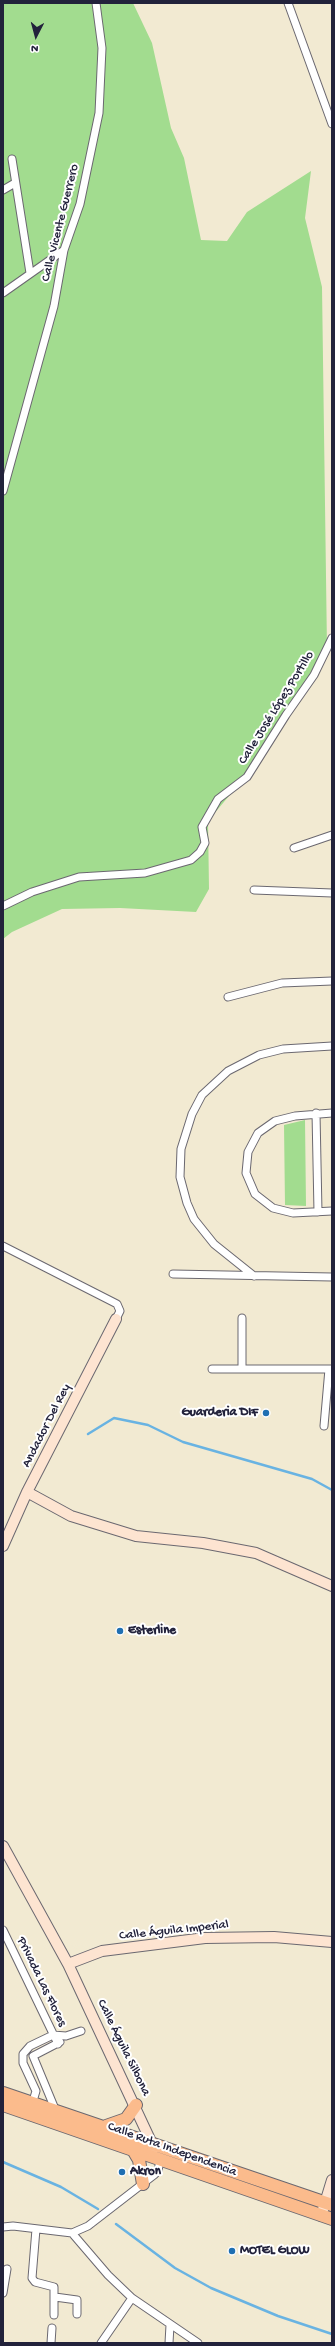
<!DOCTYPE html>
<html>
<head>
<meta charset="utf-8">
<style>
  body { margin:0 }
  #map { position:relative; width:335px; height:2346px; overflow:hidden; background:#f2ead2; font-family:"Gochi Hand",sans-serif }
  canvas { display:block }
  .frame { position:absolute; inset:0; border:4px solid #22223b; pointer-events:none }
  .north { position:absolute; left:16px; top:16px; width:40px; height:40px; -webkit-text-stroke:3px #fff; paint-order:stroke; rotate:186deg; font-size:11px; font-weight:700; line-height:16px; text-align:center; color:#22223b }
  .north::after { content:''; display:block; margin:auto; width:14px; height:18px; background:#22223b; clip-path:polygon(50% 0,100% 100%,50% 72%,0 100%) }
</style>
</head>
<body>
<div id="map">
<canvas width="335" height="2346"></canvas>
<div class="frame"></div>
<div class="north">N</div>
</div>
<script>
const ctx = document.querySelector('canvas').getContext('2d');
ctx.lineJoin = 'round';
function fill(path, color) {
  ctx.fillStyle = color;
  ctx.fill(path, 'evenodd');
}
function shape(rows) {
  const path = new Path2D();
  for (const r of rows) {
    path.moveTo(r[0], r[1]);
    for (let i = 2; i < r.length; i += 2) path.lineTo(r[i], r[i + 1]);
  }
  return path;
}
function trace(path, color, width, dash) {
  ctx.strokeStyle = color;
  ctx.lineWidth = width;
  ctx.lineCap = dash ? 'butt' : 'round';
  ctx.setLineDash(dash || []);
  ctx.stroke(path);
}
function label(font, color, halo, rows, align = 'center') {
  ctx.font = font + ' "Gochi Hand",sans-serif';
  ctx.lineWidth = 4;
  ctx.setLineDash([]);
  ctx.textBaseline = 'middle';
  ctx.strokeStyle = halo;
  ctx.fillStyle = color;
  for (const [text, x, y, turn = 0] of rows) {
    ctx.save();
    ctx.translate(x, y);
    ctx.rotate((+turn || 0) * Math.PI / 180);
    ctx.textAlign = isNaN(turn) ? turn : align;
    if (halo) ctx.strokeText(text, 0, 0);
    ctx.fillText(text, 0, 0);
    ctx.restore();
  }
}
fill(shape([
  [3,3,133,3,152,43,171,128,184,158,201,240,227,241,247,212,311,171,305,218,322,287,327,649,244,778,208,821,209,889,196,912,120,908,62,909,12,932,3,939],
  [305,1120,306,1206,285,1205,284,1125]
]), '#a2dc8f');
trace(shape([
  [88,1434,114,1418,148,1425,183,1442,312,1479,332,1490],
  [3,2162,61,2187,98,2209],
  [116,2224,175,2268,211,2288,278,2316,332,2334]
]), '#69b3e2', 2.5);
const street = shape([
  [288,3,332,124],
  [12,159,30,273],
  [3,190,15,183],
  [3,293,64,250],
  [3,491,54,306,64,250,80,204,99,113,102,48,96,3],
  [294,848,332,835],
  [254,890,332,893],
  [3,906,32,892,79,877,145,873,191,860,200,852,205,843,202,827,218,799,247,777,286,715,314,675,332,638],
  [228,997,282,983,332,981],
  [316,1113,318,1212],
  [332,1113,295,1116,275,1121,258,1133,248,1152,246,1173,255,1194,273,1208,293,1213,332,1211],
  [3,1246,117,1304,120,1311,116,1319],
  [173,1274,332,1277],
  [254,1276,214,1244,194,1219,187,1203,180,1177,181,1149,192,1114,202,1095,228,1071,259,1055,283,1049,332,1046],
  [212,1369,332,1369],
  [242,1369,242,1318],
  [324,1426,329,1369],
  [3,1930,58,2044],
  [33,2101,36,2091,23,2063,23,2054,30,2046,53,2035,66,2036,81,2031],
  [55,2109,33,2056,60,2042],
  [3,2227,13,2226,72,2233,108,2275,132,2298,198,2343],
  [36,2229,32,2278,35,2282,54,2287,54,2315],
  [72,2233,88,2226,154,2175,158,2171,160,2160],
  [3,2293,7,2269],
  [55,2297,77,2300,77,2314],
  [51,2343,52,2328],
  [101,2343,132,2298],
  [169,2343,170,2325]
]);
const secondary = shape([
  [27,1492,71,1516,136,1536,203,1543,256,1553,332,1586],
  [3,1546,27,1492,116,1319],
  [3,1846,68,1964,154,2148],
  [68,1964,102,1951,205,1938,274,1937,332,1942],
  [321,2216,332,2180]
]);
const primary = shape([
  [3,2093,332,2205],
  [3,2105,332,2219],
  [106,2126,126,2119,136,2105],
  [133,2150,139,2160,143,2184]
]);
trace(street, '#6b6870', 9);
trace(secondary, '#6b6870', 12);
trace(primary, '#6b6870', 14);
trace(street, '#fff', 7);
trace(secondary, '#fde4d1', 10);
trace(primary, '#fbbb8c', 12);
for (const [x, y, r, color] of [
  [266,1413,4,"#1f6fb2"],
  [120,1631,4,"#1f6fb2"],
  [122,2172,4,"#1f6fb2"],
  [232,2251,4,"#1f6fb2"]
]) {
  const dot = new Path2D();
  dot.arc(x, y, r, 0, 2 * Math.PI);
  ctx.fillStyle = color;
  ctx.fill(dot);
  trace(dot, '#fff', 1.5);
}
label('13px', '#22223b', '#fff', [
  ["Calle Vicente Guerrero",61,223,-76],
  ["Calle José López Portillo",277,708,-58],
  ["Andador Del Rey",47,1426,-63],
  ["Calle Águila Imperial",174,1931,-6],
  ["Privada Las Flores",41,1982,64],
  ["Calle Águila Silbona",123,2048,64],
  ["Calle Ruta Independencia",172,2150,20]
]);
label('bold 13px', '#22223b', '#fff', [
  ["Guarderia DIF",258,1413,"right"],
  ["Esterline",128,1631],
  ["Akron",130,2172],
  ["MOTEL GLOW",240,2251]
], 'left');
</script>
</body>
</html>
:::::
Exercise requirements:
Filter the entries down to the lines with the word "absolute" in them, and copy those lines.

Exercise solution:
  .frame { position:absolute; inset:0; border:4px solid #22223b; pointer-events:none }
  .north { position:absolute; left:16px; top:16px; width:40px; height:40px; -webkit-text-stroke:3px #fff; paint-order:stroke; rotate:186deg; font-size:11px; font-weight:700; line-height:16px; text-align:center; color:#22223b }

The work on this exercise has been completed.